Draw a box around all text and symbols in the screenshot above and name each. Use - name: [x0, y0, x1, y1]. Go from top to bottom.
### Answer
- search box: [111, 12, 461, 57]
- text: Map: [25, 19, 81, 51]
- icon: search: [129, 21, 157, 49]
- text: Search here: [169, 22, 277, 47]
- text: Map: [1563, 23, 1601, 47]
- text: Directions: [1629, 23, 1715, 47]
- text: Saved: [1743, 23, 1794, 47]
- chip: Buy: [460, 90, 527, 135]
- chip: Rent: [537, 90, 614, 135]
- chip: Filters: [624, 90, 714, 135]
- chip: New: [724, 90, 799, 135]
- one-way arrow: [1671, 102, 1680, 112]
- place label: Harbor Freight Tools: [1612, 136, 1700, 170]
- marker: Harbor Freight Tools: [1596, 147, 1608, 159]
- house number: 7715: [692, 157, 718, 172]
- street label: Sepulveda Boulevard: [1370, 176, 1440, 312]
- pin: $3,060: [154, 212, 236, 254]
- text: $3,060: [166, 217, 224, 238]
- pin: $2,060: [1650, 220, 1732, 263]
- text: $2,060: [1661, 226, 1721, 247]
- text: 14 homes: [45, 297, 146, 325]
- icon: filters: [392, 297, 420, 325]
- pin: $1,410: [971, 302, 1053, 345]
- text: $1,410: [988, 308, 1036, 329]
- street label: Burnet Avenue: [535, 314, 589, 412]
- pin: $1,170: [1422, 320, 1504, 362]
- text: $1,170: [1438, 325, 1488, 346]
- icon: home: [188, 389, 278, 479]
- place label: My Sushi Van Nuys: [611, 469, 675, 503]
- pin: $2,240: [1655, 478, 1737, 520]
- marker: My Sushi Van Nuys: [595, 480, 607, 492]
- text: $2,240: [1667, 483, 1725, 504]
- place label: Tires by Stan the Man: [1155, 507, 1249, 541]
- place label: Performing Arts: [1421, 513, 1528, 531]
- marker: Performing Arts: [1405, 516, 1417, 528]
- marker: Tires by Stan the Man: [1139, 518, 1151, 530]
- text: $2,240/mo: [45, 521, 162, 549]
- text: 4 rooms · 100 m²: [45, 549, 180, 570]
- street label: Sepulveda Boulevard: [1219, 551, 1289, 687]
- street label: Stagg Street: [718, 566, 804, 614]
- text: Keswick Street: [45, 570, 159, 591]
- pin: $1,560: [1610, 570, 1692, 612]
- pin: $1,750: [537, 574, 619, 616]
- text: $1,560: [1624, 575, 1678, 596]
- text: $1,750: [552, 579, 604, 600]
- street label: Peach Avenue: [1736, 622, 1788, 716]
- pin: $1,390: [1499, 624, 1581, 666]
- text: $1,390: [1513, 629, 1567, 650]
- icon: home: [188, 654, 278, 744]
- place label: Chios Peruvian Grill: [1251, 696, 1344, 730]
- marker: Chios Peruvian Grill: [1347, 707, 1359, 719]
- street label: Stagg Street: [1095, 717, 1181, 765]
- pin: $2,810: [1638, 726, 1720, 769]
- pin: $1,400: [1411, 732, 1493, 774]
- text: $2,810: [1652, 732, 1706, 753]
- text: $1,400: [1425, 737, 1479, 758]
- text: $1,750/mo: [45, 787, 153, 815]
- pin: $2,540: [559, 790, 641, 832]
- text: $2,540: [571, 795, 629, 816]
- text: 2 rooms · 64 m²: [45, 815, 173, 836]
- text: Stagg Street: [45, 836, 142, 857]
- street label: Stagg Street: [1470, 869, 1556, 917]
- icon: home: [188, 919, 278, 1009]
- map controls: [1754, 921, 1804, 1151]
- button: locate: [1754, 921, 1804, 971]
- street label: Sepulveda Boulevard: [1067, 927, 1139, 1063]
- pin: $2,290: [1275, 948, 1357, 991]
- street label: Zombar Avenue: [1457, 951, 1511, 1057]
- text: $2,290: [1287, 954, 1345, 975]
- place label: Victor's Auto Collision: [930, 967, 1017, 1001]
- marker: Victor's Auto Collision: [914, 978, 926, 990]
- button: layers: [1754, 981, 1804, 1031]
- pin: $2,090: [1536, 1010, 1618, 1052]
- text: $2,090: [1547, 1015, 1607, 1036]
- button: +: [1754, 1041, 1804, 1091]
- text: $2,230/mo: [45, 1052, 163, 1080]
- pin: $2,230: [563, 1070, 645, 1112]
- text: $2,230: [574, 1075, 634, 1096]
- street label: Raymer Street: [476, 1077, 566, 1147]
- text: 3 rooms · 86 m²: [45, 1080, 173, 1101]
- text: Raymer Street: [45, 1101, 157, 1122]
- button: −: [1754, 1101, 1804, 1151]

*****

*Problem statement*:
Print the material in full. Keep it exactly as it is.

*Task solution*:
Draw a box around all text and symbols in the screenshot above and name each. Use - name: [x0, y0, x1, y1]. Go from top to bottom.
### Answer
- search box: [111, 12, 461, 57]
- text: Map: [25, 19, 81, 51]
- icon: search: [129, 21, 157, 49]
- text: Search here: [169, 22, 277, 47]
- text: Map: [1563, 23, 1601, 47]
- text: Directions: [1629, 23, 1715, 47]
- text: Saved: [1743, 23, 1794, 47]
- chip: Buy: [460, 90, 527, 135]
- chip: Rent: [537, 90, 614, 135]
- chip: Filters: [624, 90, 714, 135]
- chip: New: [724, 90, 799, 135]
- one-way arrow: [1671, 102, 1680, 112]
- place label: Harbor Freight Tools: [1612, 136, 1700, 170]
- marker: Harbor Freight Tools: [1596, 147, 1608, 159]
- house number: 7715: [692, 157, 718, 172]
- street label: Sepulveda Boulevard: [1370, 176, 1440, 312]
- pin: $3,060: [154, 212, 236, 254]
- text: $3,060: [166, 217, 224, 238]
- pin: $2,060: [1650, 220, 1732, 263]
- text: $2,060: [1661, 226, 1721, 247]
- text: 14 homes: [45, 297, 146, 325]
- icon: filters: [392, 297, 420, 325]
- pin: $1,410: [971, 302, 1053, 345]
- text: $1,410: [988, 308, 1036, 329]
- street label: Burnet Avenue: [535, 314, 589, 412]
- pin: $1,170: [1422, 320, 1504, 362]
- text: $1,170: [1438, 325, 1488, 346]
- icon: home: [188, 389, 278, 479]
- place label: My Sushi Van Nuys: [611, 469, 675, 503]
- pin: $2,240: [1655, 478, 1737, 520]
- marker: My Sushi Van Nuys: [595, 480, 607, 492]
- text: $2,240: [1667, 483, 1725, 504]
- place label: Tires by Stan the Man: [1155, 507, 1249, 541]
- place label: Performing Arts: [1421, 513, 1528, 531]
- marker: Performing Arts: [1405, 516, 1417, 528]
- marker: Tires by Stan the Man: [1139, 518, 1151, 530]
- text: $2,240/mo: [45, 521, 162, 549]
- text: 4 rooms · 100 m²: [45, 549, 180, 570]
- street label: Sepulveda Boulevard: [1219, 551, 1289, 687]
- street label: Stagg Street: [718, 566, 804, 614]
- text: Keswick Street: [45, 570, 159, 591]
- pin: $1,560: [1610, 570, 1692, 612]
- pin: $1,750: [537, 574, 619, 616]
- text: $1,560: [1624, 575, 1678, 596]
- text: $1,750: [552, 579, 604, 600]
- street label: Peach Avenue: [1736, 622, 1788, 716]
- pin: $1,390: [1499, 624, 1581, 666]
- text: $1,390: [1513, 629, 1567, 650]
- icon: home: [188, 654, 278, 744]
- place label: Chios Peruvian Grill: [1251, 696, 1344, 730]
- marker: Chios Peruvian Grill: [1347, 707, 1359, 719]
- street label: Stagg Street: [1095, 717, 1181, 765]
- pin: $2,810: [1638, 726, 1720, 769]
- pin: $1,400: [1411, 732, 1493, 774]
- text: $2,810: [1652, 732, 1706, 753]
- text: $1,400: [1425, 737, 1479, 758]
- text: $1,750/mo: [45, 787, 153, 815]
- pin: $2,540: [559, 790, 641, 832]
- text: $2,540: [571, 795, 629, 816]
- text: 2 rooms · 64 m²: [45, 815, 173, 836]
- text: Stagg Street: [45, 836, 142, 857]
- street label: Stagg Street: [1470, 869, 1556, 917]
- icon: home: [188, 919, 278, 1009]
- map controls: [1754, 921, 1804, 1151]
- button: locate: [1754, 921, 1804, 971]
- street label: Sepulveda Boulevard: [1067, 927, 1139, 1063]
- pin: $2,290: [1275, 948, 1357, 991]
- street label: Zombar Avenue: [1457, 951, 1511, 1057]
- text: $2,290: [1287, 954, 1345, 975]
- place label: Victor's Auto Collision: [930, 967, 1017, 1001]
- marker: Victor's Auto Collision: [914, 978, 926, 990]
- button: layers: [1754, 981, 1804, 1031]
- pin: $2,090: [1536, 1010, 1618, 1052]
- text: $2,090: [1547, 1015, 1607, 1036]
- button: +: [1754, 1041, 1804, 1091]
- text: $2,230/mo: [45, 1052, 163, 1080]
- pin: $2,230: [563, 1070, 645, 1112]
- text: $2,230: [574, 1075, 634, 1096]
- street label: Raymer Street: [476, 1077, 566, 1147]
- text: 3 rooms · 86 m²: [45, 1080, 173, 1101]
- text: Raymer Street: [45, 1101, 157, 1122]
- button: −: [1754, 1101, 1804, 1151]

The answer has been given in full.